Categories: uncategorized
Date: 09 August 2007 20:45:46
I've been reading on the train. Short stories are easier than novels because you can fit them in between stations.
Yesterday I started The Mark of the Beast and other fantastical tales which is a collection of Rudyard Kipling stories edited by Stephen Jones, and published in the wonderful Gollancz/Orion "Fantasy Masterworks" series. Its volume 50 and so far there aren't three duds among them. The companion "SF Masterworks" series is almost as good. They do what they say on the tin. These are the books you ought to have read if you want to have read the books you ought to have read.
Yesterday I flicked through it and read The Man who would be King and The Bridgebuilders and a couple of other stories based in India some of which I'd read before. All very good. This morning on the train to work I read The Gardener as recommended in Neil Gaiman's introduction.

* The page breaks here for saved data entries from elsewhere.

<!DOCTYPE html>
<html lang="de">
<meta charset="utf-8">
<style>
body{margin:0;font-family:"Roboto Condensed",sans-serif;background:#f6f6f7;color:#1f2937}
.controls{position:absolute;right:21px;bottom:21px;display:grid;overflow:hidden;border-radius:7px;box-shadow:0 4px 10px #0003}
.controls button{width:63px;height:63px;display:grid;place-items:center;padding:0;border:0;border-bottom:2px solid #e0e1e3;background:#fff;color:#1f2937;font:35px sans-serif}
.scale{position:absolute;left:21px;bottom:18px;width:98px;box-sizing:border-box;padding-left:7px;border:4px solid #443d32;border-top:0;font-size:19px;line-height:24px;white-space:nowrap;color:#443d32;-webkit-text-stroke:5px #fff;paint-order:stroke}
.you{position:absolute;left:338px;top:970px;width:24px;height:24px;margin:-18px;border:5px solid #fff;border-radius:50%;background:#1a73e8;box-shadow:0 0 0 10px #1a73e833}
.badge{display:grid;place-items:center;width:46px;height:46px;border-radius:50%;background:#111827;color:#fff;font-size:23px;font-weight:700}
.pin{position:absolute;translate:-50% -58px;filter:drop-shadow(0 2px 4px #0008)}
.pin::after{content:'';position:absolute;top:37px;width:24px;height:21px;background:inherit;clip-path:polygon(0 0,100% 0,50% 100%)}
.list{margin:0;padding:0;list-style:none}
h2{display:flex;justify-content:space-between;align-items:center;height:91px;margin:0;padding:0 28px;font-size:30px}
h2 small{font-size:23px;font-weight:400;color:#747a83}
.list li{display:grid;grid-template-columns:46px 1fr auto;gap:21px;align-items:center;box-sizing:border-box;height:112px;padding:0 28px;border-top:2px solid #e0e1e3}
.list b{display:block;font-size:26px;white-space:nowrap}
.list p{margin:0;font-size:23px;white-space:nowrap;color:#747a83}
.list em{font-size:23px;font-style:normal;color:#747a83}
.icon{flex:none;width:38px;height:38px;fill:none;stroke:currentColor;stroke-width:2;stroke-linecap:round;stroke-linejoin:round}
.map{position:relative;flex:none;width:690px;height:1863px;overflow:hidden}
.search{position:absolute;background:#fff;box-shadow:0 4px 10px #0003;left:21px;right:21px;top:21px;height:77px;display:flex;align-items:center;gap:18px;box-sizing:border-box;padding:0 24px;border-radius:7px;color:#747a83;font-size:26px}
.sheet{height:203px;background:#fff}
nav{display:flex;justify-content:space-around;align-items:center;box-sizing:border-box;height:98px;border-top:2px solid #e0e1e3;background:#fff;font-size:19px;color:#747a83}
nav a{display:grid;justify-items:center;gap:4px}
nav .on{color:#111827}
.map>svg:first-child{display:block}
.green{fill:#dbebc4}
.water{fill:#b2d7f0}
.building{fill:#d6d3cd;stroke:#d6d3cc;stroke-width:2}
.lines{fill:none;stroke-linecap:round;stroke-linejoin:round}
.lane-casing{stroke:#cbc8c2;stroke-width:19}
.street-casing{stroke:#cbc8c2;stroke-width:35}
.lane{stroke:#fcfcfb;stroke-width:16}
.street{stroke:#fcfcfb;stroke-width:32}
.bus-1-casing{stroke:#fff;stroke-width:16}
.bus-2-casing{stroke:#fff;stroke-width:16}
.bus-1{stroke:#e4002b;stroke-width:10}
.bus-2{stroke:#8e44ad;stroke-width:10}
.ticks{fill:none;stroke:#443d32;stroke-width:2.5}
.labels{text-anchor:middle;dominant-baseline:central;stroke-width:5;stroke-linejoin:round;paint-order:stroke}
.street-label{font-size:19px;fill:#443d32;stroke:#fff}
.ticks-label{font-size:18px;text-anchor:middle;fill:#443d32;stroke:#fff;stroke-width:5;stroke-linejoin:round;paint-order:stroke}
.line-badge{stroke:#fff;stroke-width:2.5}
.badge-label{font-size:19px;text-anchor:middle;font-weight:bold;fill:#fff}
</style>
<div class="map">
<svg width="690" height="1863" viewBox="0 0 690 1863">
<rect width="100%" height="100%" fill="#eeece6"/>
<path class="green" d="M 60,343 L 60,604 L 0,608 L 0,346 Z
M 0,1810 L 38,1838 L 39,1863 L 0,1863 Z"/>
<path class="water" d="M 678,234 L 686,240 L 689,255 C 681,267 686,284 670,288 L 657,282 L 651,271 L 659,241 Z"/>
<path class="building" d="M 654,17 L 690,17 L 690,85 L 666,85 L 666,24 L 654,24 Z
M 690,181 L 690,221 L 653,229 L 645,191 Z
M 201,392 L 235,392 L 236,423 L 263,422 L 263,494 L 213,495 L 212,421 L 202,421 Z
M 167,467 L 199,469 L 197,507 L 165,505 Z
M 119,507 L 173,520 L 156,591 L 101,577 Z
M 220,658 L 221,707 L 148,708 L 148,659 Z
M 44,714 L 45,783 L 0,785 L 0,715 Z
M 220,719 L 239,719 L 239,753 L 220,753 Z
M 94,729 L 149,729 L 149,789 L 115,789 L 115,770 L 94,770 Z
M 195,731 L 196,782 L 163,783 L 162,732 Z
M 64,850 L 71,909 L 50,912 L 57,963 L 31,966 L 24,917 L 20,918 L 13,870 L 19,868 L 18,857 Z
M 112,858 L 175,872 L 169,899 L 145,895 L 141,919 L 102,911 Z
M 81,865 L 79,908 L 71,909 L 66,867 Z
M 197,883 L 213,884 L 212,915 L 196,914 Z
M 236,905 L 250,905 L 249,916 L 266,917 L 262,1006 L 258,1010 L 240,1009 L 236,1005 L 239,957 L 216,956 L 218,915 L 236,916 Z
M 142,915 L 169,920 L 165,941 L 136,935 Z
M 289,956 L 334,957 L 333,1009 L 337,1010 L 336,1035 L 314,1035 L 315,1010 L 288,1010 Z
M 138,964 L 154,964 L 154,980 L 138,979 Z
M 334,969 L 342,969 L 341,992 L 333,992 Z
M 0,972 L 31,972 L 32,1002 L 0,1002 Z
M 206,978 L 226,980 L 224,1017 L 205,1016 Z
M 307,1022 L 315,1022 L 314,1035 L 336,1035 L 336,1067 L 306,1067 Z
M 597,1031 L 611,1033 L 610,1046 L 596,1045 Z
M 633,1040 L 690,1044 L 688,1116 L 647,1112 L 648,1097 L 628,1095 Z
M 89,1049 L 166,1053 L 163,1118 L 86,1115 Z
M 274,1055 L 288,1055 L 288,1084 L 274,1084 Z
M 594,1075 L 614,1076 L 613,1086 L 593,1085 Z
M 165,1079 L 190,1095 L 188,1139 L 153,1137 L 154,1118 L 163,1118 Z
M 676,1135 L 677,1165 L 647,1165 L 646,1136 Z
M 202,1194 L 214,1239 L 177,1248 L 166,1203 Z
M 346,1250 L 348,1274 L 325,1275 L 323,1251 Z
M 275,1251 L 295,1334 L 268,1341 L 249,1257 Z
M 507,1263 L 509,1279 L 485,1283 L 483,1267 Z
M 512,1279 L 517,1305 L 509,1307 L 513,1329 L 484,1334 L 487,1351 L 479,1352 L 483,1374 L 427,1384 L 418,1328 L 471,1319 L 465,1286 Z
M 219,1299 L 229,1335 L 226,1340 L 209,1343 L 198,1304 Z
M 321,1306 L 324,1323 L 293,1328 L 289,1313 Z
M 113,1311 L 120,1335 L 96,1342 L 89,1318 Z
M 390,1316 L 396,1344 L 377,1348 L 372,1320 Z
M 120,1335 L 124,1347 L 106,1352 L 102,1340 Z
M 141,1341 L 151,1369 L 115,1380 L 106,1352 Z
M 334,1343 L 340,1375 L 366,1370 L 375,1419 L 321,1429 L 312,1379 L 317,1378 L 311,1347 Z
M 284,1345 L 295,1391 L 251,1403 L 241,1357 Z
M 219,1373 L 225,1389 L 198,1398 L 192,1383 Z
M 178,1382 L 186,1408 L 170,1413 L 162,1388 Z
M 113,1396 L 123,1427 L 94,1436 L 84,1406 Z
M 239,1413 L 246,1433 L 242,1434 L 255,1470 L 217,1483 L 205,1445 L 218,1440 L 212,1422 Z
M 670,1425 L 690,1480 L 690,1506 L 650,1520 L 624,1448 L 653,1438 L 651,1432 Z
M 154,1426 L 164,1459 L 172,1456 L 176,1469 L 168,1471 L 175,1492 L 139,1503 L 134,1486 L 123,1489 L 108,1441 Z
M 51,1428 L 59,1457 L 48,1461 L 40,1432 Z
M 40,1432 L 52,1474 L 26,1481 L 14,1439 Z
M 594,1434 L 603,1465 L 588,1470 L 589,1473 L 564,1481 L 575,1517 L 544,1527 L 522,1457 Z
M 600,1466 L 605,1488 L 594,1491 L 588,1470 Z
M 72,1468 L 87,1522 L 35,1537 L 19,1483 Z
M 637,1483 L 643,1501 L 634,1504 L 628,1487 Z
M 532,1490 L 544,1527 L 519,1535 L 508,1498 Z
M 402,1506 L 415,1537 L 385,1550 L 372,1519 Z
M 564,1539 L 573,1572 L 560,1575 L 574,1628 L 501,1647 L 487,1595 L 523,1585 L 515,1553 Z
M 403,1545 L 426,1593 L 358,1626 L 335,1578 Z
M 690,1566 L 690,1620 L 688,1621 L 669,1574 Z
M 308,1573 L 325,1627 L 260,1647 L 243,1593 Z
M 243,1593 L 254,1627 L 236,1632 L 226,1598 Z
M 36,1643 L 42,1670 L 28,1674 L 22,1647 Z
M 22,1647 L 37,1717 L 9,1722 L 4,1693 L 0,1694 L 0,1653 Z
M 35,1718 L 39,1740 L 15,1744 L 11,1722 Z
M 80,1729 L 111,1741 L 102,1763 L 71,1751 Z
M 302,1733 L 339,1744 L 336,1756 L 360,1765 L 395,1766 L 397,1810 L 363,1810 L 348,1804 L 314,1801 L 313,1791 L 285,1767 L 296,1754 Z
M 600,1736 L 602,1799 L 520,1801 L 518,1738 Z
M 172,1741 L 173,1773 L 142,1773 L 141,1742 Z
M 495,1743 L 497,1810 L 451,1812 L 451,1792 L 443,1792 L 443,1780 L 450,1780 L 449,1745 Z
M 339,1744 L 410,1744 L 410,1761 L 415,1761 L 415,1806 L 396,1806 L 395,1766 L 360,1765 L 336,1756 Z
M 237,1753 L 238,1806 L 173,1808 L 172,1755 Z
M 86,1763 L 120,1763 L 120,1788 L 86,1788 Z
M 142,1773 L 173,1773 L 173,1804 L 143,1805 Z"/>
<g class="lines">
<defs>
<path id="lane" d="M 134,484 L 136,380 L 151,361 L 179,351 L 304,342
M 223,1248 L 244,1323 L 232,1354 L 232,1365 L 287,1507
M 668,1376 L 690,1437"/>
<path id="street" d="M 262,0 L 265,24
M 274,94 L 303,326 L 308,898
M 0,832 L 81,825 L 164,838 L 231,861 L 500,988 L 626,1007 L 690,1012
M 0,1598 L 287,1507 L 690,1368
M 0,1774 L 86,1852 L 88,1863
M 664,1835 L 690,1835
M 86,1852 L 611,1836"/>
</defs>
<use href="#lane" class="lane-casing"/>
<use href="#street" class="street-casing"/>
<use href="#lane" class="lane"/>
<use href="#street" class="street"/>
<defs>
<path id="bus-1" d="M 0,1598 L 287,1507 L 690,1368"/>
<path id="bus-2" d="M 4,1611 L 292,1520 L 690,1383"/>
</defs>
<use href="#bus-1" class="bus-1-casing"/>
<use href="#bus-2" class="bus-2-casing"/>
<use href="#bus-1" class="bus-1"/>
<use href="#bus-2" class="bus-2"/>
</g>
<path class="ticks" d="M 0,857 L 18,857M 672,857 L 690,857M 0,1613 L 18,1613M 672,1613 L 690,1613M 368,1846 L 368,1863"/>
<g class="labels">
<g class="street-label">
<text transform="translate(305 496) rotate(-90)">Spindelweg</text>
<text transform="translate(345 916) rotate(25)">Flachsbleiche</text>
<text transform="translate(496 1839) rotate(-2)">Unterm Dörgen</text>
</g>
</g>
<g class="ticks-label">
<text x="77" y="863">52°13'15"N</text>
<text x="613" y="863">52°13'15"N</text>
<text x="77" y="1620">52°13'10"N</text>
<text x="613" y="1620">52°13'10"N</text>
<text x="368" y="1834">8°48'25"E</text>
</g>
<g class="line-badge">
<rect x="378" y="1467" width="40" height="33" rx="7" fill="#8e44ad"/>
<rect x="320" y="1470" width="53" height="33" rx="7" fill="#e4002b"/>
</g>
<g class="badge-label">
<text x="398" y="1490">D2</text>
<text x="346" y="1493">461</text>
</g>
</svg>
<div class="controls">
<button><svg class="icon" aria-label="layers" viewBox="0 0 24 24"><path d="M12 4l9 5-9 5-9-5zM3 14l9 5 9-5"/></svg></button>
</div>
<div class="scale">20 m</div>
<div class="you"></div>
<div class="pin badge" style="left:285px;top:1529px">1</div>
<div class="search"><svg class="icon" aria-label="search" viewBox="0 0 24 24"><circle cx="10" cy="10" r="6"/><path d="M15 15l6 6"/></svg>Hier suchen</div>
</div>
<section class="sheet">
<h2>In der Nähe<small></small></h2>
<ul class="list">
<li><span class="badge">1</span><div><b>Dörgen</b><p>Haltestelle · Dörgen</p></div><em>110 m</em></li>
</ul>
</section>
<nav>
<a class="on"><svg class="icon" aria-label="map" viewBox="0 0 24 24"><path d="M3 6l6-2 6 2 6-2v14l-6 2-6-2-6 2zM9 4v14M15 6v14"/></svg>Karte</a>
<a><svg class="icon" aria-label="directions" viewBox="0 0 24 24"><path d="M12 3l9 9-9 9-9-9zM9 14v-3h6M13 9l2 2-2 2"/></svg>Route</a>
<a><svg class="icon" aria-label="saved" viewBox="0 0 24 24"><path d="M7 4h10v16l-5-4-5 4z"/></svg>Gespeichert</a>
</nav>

Last week I read or re-read all of the Harry Potter books and finished the last one on Monday. They were OK. They made me laugh a few times. I don't think they made me cry at any point. This ten page story by Kipling, which I read on the train between Lewisham and Waterloo, had tears in my eyes by the fifth page. I just about managed to control myself until I read the last line of the story (the last word really) and all but burst out sobbing hand had to get up and walk down the train so as not to disturb the other passengers.
So if there is anyone else writing blogs about odd people they see or overhear on commuter trains in London: I was that soldier.